O–CN constrains possible N a by imposing limitations on the minimum and maximum N m values possible for each PFT. The data set used to parameterize the 12 PFTs for N m,ave (White et al. 2000) is the same source that was used to parameterize CLM and Biome-BGC (see below). The data listed by White et al. (2000) cover a wide range of species with over 150 data entries but there are some important gaps and under-represented PFTs e.g., C4 grasses and shrubs.

JULES

The Joint UK Land Environment Stimulator (JULES) model (version 2.2) is coupled to the MOSES 2 land-surface scheme and the TRIFFID dynamic global vegetation model. JULES estimates V c,max from leaf N content for five PFTs (Schulze et al. 1994; Cox 2001; Clark et al. 2011). V c,max is assumed to be linearly related to leaf nitrogen concentration.

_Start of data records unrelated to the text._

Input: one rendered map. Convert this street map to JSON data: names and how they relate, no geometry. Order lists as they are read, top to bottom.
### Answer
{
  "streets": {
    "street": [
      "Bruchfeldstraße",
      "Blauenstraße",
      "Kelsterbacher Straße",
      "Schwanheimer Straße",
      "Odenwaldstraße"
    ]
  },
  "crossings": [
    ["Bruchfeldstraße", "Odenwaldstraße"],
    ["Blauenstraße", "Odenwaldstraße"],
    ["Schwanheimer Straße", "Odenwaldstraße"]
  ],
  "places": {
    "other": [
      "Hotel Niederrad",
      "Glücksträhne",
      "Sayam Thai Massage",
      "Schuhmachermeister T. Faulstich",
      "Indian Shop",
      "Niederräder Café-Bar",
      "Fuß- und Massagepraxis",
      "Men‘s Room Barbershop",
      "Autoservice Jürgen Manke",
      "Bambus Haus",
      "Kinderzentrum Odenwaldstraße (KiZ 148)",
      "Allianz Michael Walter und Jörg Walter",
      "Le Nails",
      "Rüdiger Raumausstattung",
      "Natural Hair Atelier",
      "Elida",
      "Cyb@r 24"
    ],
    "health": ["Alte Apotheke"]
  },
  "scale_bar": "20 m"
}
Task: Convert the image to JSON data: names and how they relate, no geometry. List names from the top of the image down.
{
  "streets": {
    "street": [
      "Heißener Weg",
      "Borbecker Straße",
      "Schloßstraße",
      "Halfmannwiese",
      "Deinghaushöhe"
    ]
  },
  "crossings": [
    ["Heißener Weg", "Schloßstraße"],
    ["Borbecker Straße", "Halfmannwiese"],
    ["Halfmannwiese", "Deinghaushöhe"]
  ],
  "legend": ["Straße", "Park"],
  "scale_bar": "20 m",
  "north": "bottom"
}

$$ V_{{{\text{c}},\hbox{max} }} = n_{\text{e}} \times n_{\text{l}} $$
(6)

where n l is the leaf N content (kg N kg C−1) and n e is a constant relating leaf N to Rubisco carboxylation capacity that is 0.0008 and 0.0004 mol CO2 m−2 s−1 kg C kgN−1 for C3 and C4 plants, respectively (Cox 2001; Clark et al. 2011). The values for n e were derived from assumptions and regressions in Schulze et al. (1994) and are elucidated below,

$$n_{{\text{e}}} = C_{{\text{m}}} \times S_{{R1}} \times S_{{R2}} \times S_{{R3}} \times S_{{A2}} \times 0.001$$
(7)

where the fraction of leaf dry matter in the form of C (C m) is 0.4. The regression slopes S R1, S R2, and S R3, (0.3012, 2.996, and 1.048, respectively) empirically link observations of leaf N concentration to maximum stomatal conductance, maximal stomatal conductance to maximum surface conductance, and maximimum surface conductance to maximum surface assimilation rate (Fig. 3 in Schulze et al. 1994). The data sets used to generate the regressions described above are extensive and were compiled from over 50 studies and included data from over 200 species covering all major biomes. The theory behind the link between leaf, canopy, and ecosystem fluxes is described in detail by Schulze et al. (1994). The final assumption, S A2, is that the maximum surface assimilation rate is 0.5 V c,max for C3 plants and equal to V c,max for C4 plants.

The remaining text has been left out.